What we’re seeing, however, is all three of these business types trying to raise at Foundation Model valuations given the hype in the space: which from my perspective, doesn’t make sense given the lack of need for compute spend. As tourist investors enter the space, however, we suspect that several of these businesses will get funded and may fall into the valuation trap that we spoke of last week. As exciting as the space is, I’m expecting a lot of current vintage Companies to go to zero in the coming years.
That’s it for this week - as always, always appreciate getting your feedback and constructive criticism from any of the above!

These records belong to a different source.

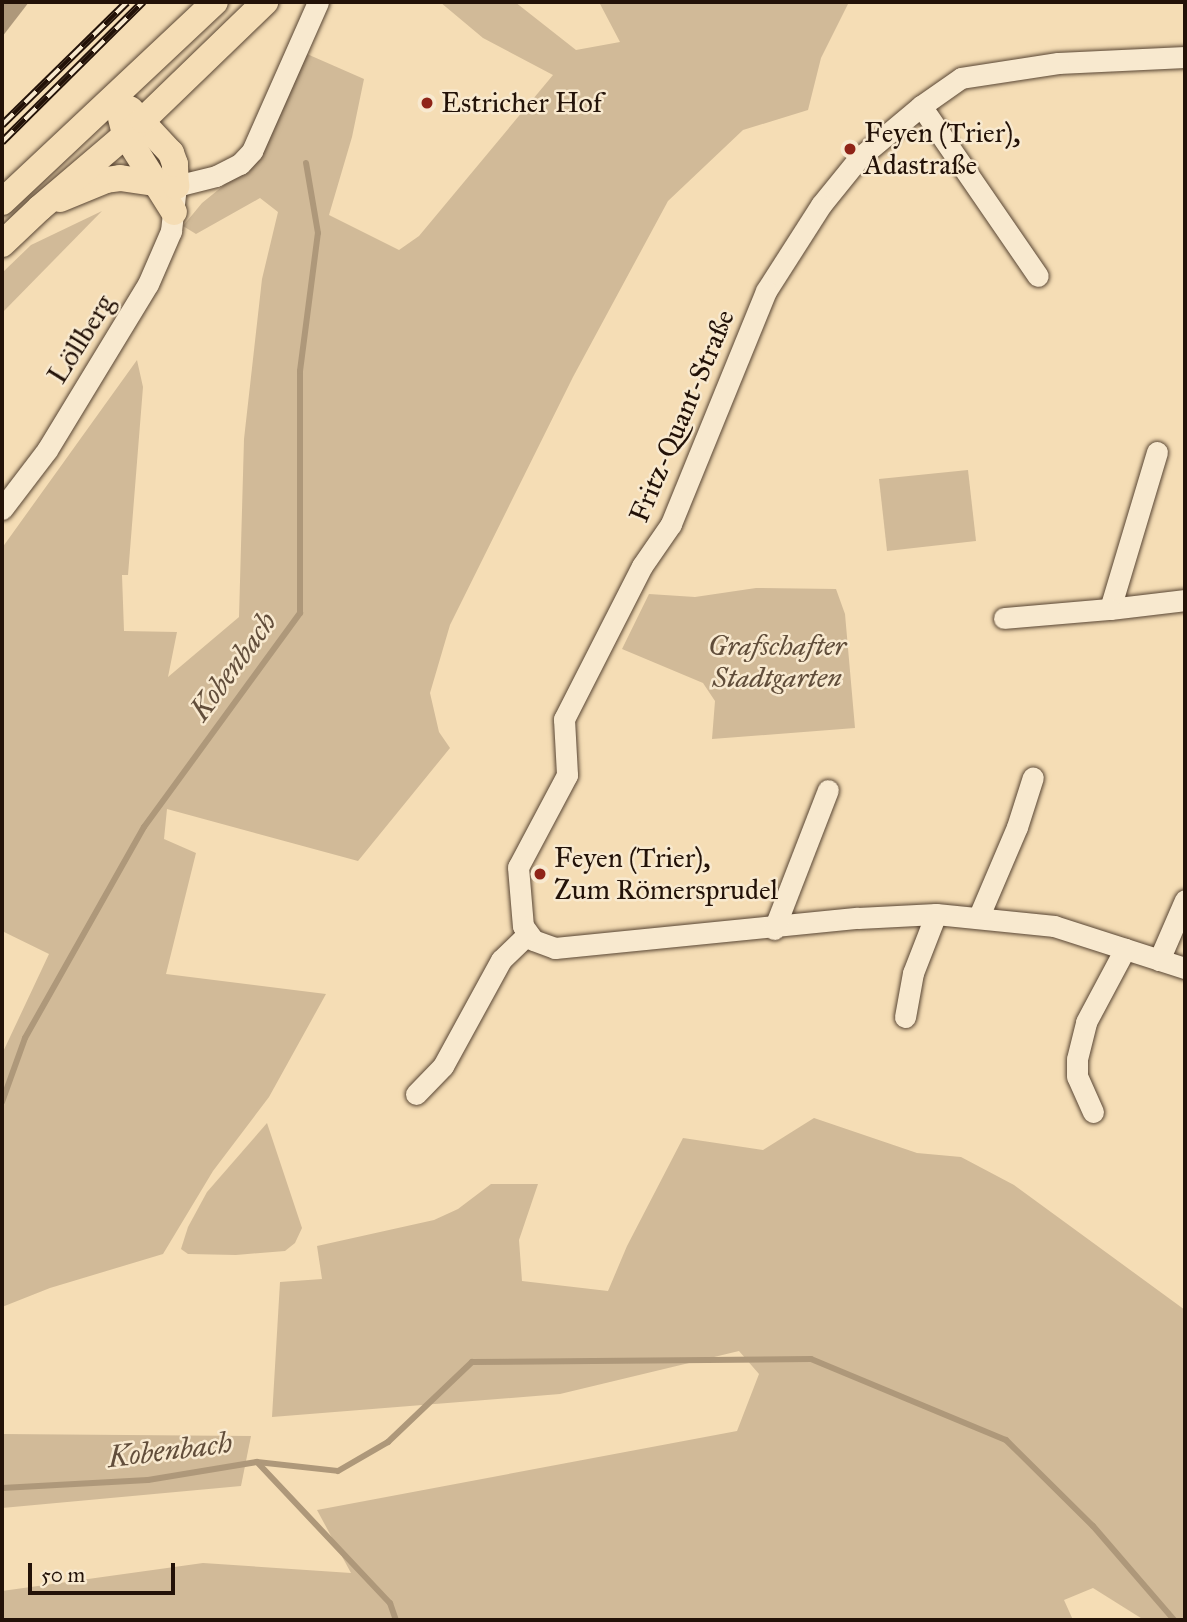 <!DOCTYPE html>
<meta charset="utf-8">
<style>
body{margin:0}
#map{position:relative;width:1187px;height:1622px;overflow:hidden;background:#f5ddb5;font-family:"IM FELL Great Primer",serif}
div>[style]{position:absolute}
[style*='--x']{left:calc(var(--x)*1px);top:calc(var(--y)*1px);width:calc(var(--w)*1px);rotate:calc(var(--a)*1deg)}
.green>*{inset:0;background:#d1ba98}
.water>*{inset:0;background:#ae987a}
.stream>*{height:6px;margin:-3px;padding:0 3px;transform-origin:3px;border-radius:3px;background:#ae987a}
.roads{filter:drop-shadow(0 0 2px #584533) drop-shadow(0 0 2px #584533)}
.minor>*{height:21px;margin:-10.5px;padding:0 10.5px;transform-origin:10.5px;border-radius:10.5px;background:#f8e9cf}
.major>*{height:26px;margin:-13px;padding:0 13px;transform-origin:13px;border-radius:13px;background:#f5ddb5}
.rail>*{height:8px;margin-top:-4px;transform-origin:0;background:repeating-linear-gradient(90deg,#f8e9cf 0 16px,#231208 0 32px);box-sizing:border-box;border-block:2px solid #231208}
.dots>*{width:19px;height:19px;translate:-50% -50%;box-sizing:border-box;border:4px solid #f8e9cf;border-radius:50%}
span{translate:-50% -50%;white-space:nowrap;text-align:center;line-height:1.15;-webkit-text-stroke:5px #f8e9cf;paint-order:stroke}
.poi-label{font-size:28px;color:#231208}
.left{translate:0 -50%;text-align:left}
.street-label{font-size:28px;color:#231208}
.park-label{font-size:28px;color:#604d3a;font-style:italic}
.water-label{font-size:30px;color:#624e3b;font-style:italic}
.frame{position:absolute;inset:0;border:4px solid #231208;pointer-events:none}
.scale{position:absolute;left:28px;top:1563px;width:147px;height:32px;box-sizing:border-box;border:4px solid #231208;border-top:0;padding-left:9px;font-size:21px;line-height:24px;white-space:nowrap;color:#231208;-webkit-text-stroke:5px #f8e9cf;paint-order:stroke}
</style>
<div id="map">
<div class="green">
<div style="clip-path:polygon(440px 2px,515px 2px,576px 50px,620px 42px,599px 2px,849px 2px,821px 58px,808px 110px,743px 130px,668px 201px,573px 377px,450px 625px,430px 693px,439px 732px,450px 748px,358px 861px,167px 809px,164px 839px,196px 853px,166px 974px,326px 994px,269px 1097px,213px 1171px,163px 1254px,50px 1288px,2px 1307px,2px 1054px,49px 954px,2px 931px,2px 548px,137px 360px,143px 387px,128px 575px,122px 575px,124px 631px,177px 632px,168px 677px,239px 617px,244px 439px,262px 279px,278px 212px,260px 198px,196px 234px,183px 226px,202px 203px,260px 156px,307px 54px,364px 79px,352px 137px,329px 215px,399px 250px,419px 236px,553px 75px,483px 38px)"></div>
<div style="clip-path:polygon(102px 211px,2px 313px,2px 273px,31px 245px)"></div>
<div style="clip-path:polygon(968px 470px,976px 541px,887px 551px,879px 479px)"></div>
<div style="clip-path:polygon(756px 588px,836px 589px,845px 614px,855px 728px,712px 739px,715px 701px,703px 683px,622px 649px,649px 594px,695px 597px)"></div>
<div style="clip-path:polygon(814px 1118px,917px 1153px,961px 1157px,1014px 1185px,1185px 1310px,1185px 1620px,1144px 1620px,1093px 1588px,1064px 1600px,1073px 1620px,2px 1620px,2px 1591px,203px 1563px,351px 1573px,317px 1510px,737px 1431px,759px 1374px,739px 1351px,560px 1394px,272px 1417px,280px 1282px,322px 1279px,317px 1246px,434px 1220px,458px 1209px,491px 1184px,538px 1184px,519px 1240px,522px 1281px,608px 1291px,627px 1246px,683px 1138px,763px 1150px)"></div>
<div style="clip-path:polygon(267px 1123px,302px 1228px,295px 1243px,285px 1251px,236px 1255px,188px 1254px,181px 1249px,188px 1227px,207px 1192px)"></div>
<div style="clip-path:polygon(2px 1434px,251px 1436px,241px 1486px,2px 1508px)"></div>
</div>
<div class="water">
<div style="clip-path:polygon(2px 2px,29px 2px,2px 37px)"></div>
</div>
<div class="stream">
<div style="--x:2;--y:1102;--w:68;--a:-70.2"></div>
<div style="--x:25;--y:1038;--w:242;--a:-60.6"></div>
<div style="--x:144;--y:827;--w:265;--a:-53.9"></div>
<div style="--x:300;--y:613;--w:242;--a:-90"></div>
<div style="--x:300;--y:371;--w:139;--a:-82.6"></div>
<div style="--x:318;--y:233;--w:71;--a:-99.7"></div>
<div style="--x:257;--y:1462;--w:81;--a:6.3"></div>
<div style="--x:338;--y:1471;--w:58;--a:-30.1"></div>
<div style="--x:388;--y:1442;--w:116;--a:-43.6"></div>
<div style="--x:472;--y:1362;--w:339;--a:-0.5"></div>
<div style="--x:811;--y:1359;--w:211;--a:22.6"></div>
<div style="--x:1006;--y:1440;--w:122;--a:44.7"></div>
<div style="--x:1093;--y:1526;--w:124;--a:49.2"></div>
<div style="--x:2;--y:1488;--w:146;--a:-3.1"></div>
<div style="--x:148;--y:1480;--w:110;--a:-9.4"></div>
<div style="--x:257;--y:1462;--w:194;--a:46.7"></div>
<div style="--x:390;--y:1603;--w:18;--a:71"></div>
</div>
<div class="roads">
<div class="minor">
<div style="--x:1185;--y:57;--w:127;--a:177.3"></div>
<div style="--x:1058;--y:63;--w:98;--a:171.2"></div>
<div style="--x:961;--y:78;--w:49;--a:145"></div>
<div style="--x:921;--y:106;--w:81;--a:140"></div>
<div style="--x:859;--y:158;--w:60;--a:129"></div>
<div style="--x:821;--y:205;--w:102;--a:122.6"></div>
<div style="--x:766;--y:291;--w:252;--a:112.2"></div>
<div style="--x:671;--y:524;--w:51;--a:124.6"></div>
<div style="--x:642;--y:566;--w:172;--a:117"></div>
<div style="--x:564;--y:719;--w:56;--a:86.9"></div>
<div style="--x:567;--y:775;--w:104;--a:118"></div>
<div style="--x:518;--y:867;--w:59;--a:85.2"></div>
<div style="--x:523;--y:926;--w:17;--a:54"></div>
<div style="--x:533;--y:940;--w:23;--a:20"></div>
<div style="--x:555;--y:948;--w:304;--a:-5.7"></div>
<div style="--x:858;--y:918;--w:78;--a:-2.9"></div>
<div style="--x:936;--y:914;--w:119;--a:5.8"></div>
<div style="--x:1054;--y:926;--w:138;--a:17.8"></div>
<div style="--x:921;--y:106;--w:206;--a:55.5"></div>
<div style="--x:1157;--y:452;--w:164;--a:106.7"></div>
<div style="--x:1110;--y:609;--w:76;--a:-6.8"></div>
<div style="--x:2;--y:509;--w:74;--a:-52.7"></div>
<div style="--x:47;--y:450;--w:194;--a:-58.7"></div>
<div style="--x:148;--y:284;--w:58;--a:-66.5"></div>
<div style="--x:171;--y:231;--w:45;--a:-83.7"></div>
<div style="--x:176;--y:186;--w:41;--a:-14"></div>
<div style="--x:216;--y:176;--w:27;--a:-27"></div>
<div style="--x:240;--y:164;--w:18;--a:-47"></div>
<div style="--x:252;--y:151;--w:163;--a:-66.1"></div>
<div style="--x:1004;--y:618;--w:106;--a:-4.9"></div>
<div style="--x:979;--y:916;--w:97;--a:-66.9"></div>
<div style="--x:1017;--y:827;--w:52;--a:-72.3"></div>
<div style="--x:774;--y:929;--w:149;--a:-68.8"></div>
<div style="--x:1159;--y:960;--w:65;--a:-66.6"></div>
<div style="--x:905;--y:1017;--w:45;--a:-79.7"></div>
<div style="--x:913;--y:973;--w:63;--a:-68.7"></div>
<div style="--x:416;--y:1094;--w:39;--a:-46"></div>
<div style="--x:443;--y:1066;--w:121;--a:-61.3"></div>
<div style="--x:501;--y:960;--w:36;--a:-44"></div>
<div style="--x:1093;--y:1112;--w:39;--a:-114"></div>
<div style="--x:1077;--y:1076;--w:17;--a:-90"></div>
<div style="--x:1077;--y:1059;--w:38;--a:-76"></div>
<div style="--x:1086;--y:1022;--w:83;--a:-61.9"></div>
</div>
<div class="major">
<div style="--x:121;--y:118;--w:16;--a:76"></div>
<div style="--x:125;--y:134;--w:92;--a:57.9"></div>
<div style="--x:60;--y:199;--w:50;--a:-22.4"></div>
<div style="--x:106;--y:180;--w:14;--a:-8"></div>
<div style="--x:120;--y:178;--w:57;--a:8.1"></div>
<div style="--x:176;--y:186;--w:22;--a:-93"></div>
<div style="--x:175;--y:164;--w:12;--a:-110"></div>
<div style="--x:171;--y:153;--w:60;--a:-133"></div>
<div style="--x:2;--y:202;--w:292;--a:-43.2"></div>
<div style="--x:2;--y:244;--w:52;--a:-43.5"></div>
<div style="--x:40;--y:208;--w:135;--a:-40.5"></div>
<div style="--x:143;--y:120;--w:170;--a:-44"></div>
</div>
</div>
<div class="rail">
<div style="--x:2;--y:125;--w:175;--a:-44.5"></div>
<div style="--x:2;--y:142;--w:199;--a:-44.8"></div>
</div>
<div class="dots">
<div style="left:427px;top:103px;background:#8f2418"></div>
<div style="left:850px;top:149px;background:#8f2418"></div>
<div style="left:540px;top:874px;background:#8f2418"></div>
</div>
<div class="poi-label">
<span class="left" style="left:441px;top:103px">Estricher Hof</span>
<span class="left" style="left:864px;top:149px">Feyen (Trier),<br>Adastraße</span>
<span class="left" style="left:554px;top:874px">Feyen (Trier),<br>Zum Römersprudel</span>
</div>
<div class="street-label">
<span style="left:81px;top:339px;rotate:-58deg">Löllberg</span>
<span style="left:682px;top:416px;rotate:-67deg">Fritz-Quant-Straße</span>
</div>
<div class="park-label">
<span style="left:777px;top:662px">Grafschafter<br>Stadtgarten</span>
</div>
<div class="water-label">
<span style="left:233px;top:666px;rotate:-54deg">Kobenbach</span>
<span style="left:170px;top:1450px;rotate:-7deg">Kobenbach</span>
</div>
<div class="frame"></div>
<div class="scale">50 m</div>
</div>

good article. I think there are a lot of AI-first companies out there, not just FM companies, that have been caught being compared to SaaS companies by VCs. I collected data from my peers two years ago and it showed that, on average, it took an AI-first company $27M to get to $1M ARR. A capital efficient SaaS company needs less than $1M to get to $1M ARR. So the AI-first company shows up to the next round looking like the most capital inefficient business in history when in fact you've done a pretty job. One thing I would add is that the cost difference between an AI-first company and a typical SaaS company isn't just compute. I've found that AI-first companies need to have larger engineering teams (sometimes 2x-3x the size). And these extra engineers are the very expensive kind. so take the R&D expense of a typical SaaS company, double it, and THEN add on all the compute costs of building a FM.
Good thoughts Ryan. As a startup that has been working in Generative AI before it was called that, a key learning was the shift away from cloud. As a small startup, pretty bootstrapped, we decided to on-prem our GPU's, thanks to our relationship with Nvidia - the FM/Generative AI world may trigger such a transition as cloud costs become unbearable. Obviously other factors including power consumption costs will need to be factored along with maintenance of GPU's, however we have not looked back since getting off the cloud for our GPU needs.